Tidak ada penjelasan lebih lanjut terkait buku ini, karena penulis belum menemukan naskahnya dalam bentuk cetak ataupun dalam bentuk digitalnya. [KHO]

[Tokoh] Al-Hakim An-Naisabury


Nama Lengkap:
Abu Abdullah Muhammad bin Muhammad bin Hamdawaih an-Naisabury (w. 321 H)

Dalam kitab "Ma'rifat Ulum al-Hadis", Muhaqqib kitab ini menyebut al-Hakim adalah bapak pertama ilmu musthalah hadis. Sementara Ibnu Shalah adalah bapak kedua.

Kapasitasnya dalam mencari hadis tak diragukan lagi. Ia sudah melakukan perjalanan ke Irak dalam usia yang terbilang sangat muda. Sejak berumur 20-an. Lalu menunaikan ibadah haji, dan menuju ke Khurasan. Dalam perjalanan mencari ilmu, Al-Hakim telah belajar pada sekitar 2000 syaikh.

Ma’rifat Ulum al-Hadis [Al-Hakim an-Naisabury (405H)]


Nama Kitab: Ma’rifat Ulum al-Hadis Wa Kammiyatu Ajnasihi
Penulis   : Al-Hakim Muhammad bin Abdullah an-Naisabury
Tahqiq   : As-Saji dan Taqi bin Shalah
Jml. Hlm   : 734 halaman (termasuk Tahqiq)
Penerbit   : Darul Ibnu Hazm, Beirut
Cetakan   : Pertama, 2003 M

Kitab ini disebut-sebut sebagai kitab kedua dalam sejarah perbukuan ilmu musthalah hadis.

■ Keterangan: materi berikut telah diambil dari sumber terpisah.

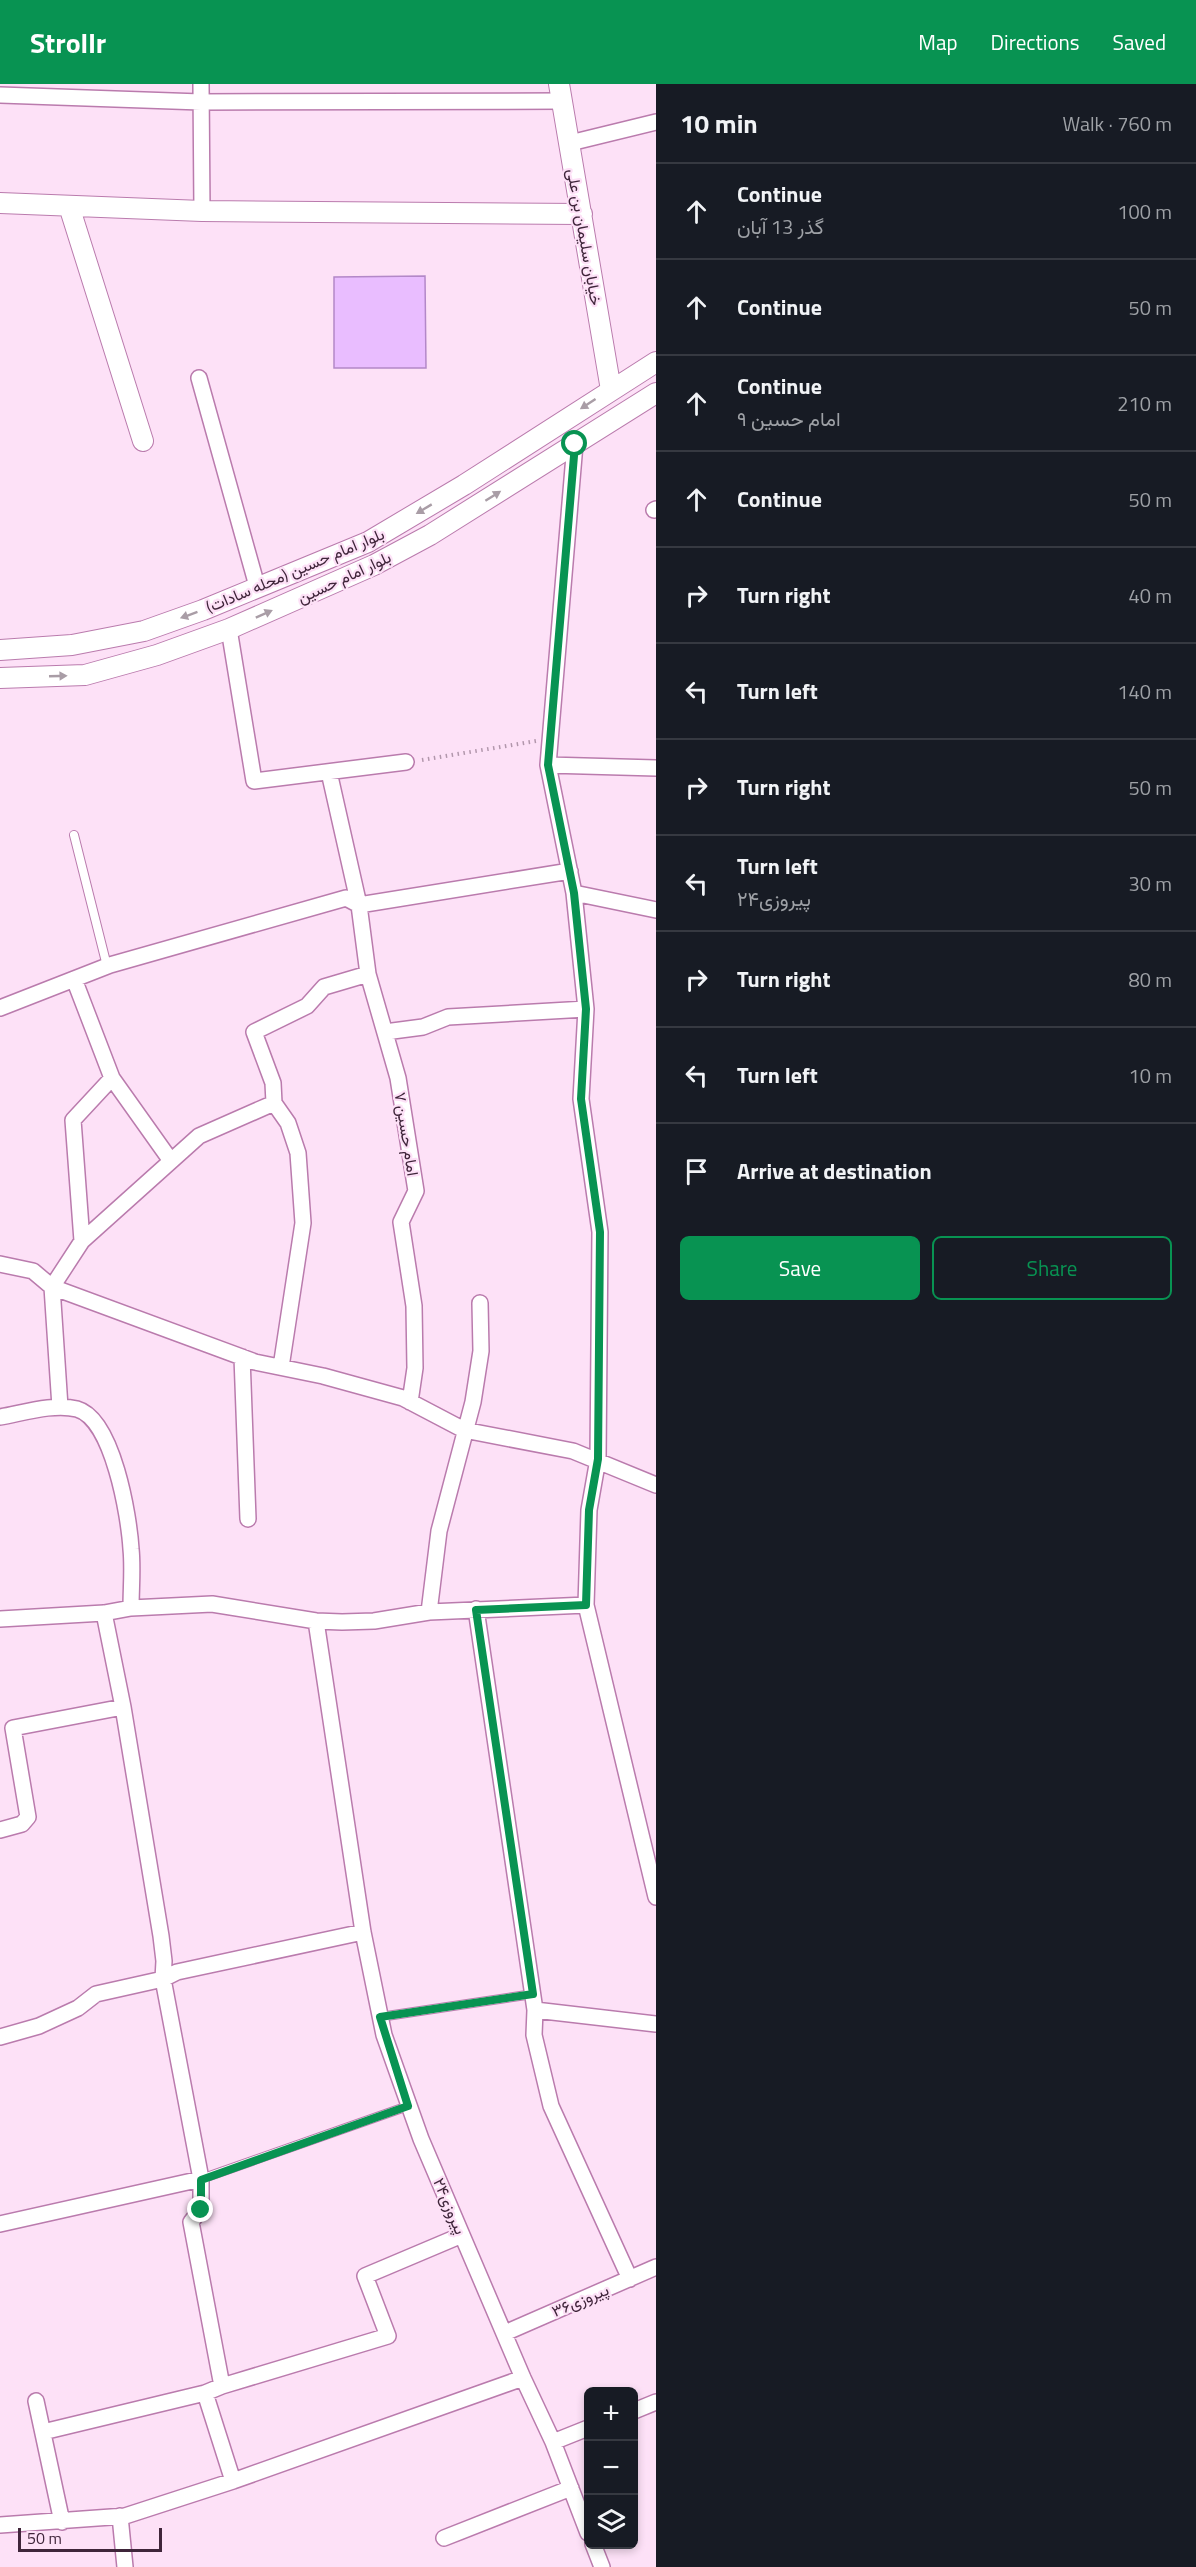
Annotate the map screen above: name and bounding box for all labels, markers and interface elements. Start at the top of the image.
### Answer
text: Strollr [30,21,106,64]
text: Map [918,26,958,58]
text: Directions [991,26,1080,58]
text: Saved [1113,26,1166,58]
text: 10 min [680,104,758,143]
text: Walk · 760 m [1063,108,1172,139]
street label: خیابان سلیمان بن علی [561,167,609,308]
text: Continue [737,177,822,211]
icon: ahead [680,195,713,228]
text: 100 m [1117,196,1172,227]
text: گذر 13 آبان [737,211,824,242]
text: Continue [737,290,822,324]
icon: ahead [680,291,713,324]
text: 50 m [1128,292,1172,323]
text: Continue [737,369,822,403]
icon: ahead [680,387,713,420]
text: 210 m [1117,388,1172,419]
one-way arrow [581,398,597,410]
text: امام حسین ۹ [737,403,841,434]
route start [561,430,587,456]
text: Continue [737,482,822,516]
icon: ahead [680,483,713,516]
text: 50 m [1128,484,1172,515]
one-way arrow [485,490,501,501]
one-way arrow [416,503,432,514]
street label: بلوار امام حسین (محله سادات) [203,524,387,616]
street label: بلوار امام حسین [294,547,394,607]
text: Turn right [737,578,831,612]
icon: right [680,579,713,612]
text: 40 m [1128,580,1172,611]
one-way arrow [255,608,273,618]
one-way arrow [180,610,198,620]
one-way arrow [49,671,68,680]
text: Turn left [737,674,818,708]
icon: left [680,675,713,708]
text: 140 m [1117,676,1172,707]
text: Turn right [737,770,831,804]
icon: right [680,771,713,804]
text: 50 m [1128,772,1172,803]
text: Turn left [737,849,818,883]
icon: left [680,867,713,900]
text: 30 m [1128,868,1172,899]
text: پیروزی۲۴ [737,883,811,914]
text: Turn right [737,962,831,996]
icon: right [680,963,713,996]
text: 80 m [1128,964,1172,995]
text: Turn left [737,1058,818,1092]
icon: left [680,1059,713,1092]
text: 10 m [1128,1060,1172,1091]
street label: امام حسین ۷ [389,1090,425,1178]
text: Arrive at destination [737,1154,932,1188]
icon: arrive [680,1155,713,1188]
button: Save [680,1236,920,1300]
button: Share [932,1236,1172,1300]
street label: پیروزی۲۴ [427,2174,473,2238]
route end [187,2196,213,2222]
street label: پیروزی۳۶ [548,2277,612,2323]
map controls [584,2387,638,2549]
button: + [584,2387,638,2441]
button: − [584,2441,638,2495]
button: layers [584,2495,638,2549]
scale bar [18,2525,162,2552]
text: 50 m [27,2526,62,2550]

Memang, ar-Ramahurmuzy menulis lebih awal, tapi beliau tak menulis secara lengkap sebua bidang kajian ilmu hadits. Sementara, dalam kitabnya, Imam Hakim menuliskan 50 pembahasan dalam Ilmu Hadis. Akan tetapi, model penulisannya tidak runtut dan tidak rapi.

Sebagai dua bapak dalam ilmu mustahlah hadis (menurut muhaqqib kitab), para ulama akan selalu membandingkan kedua kitab mereka.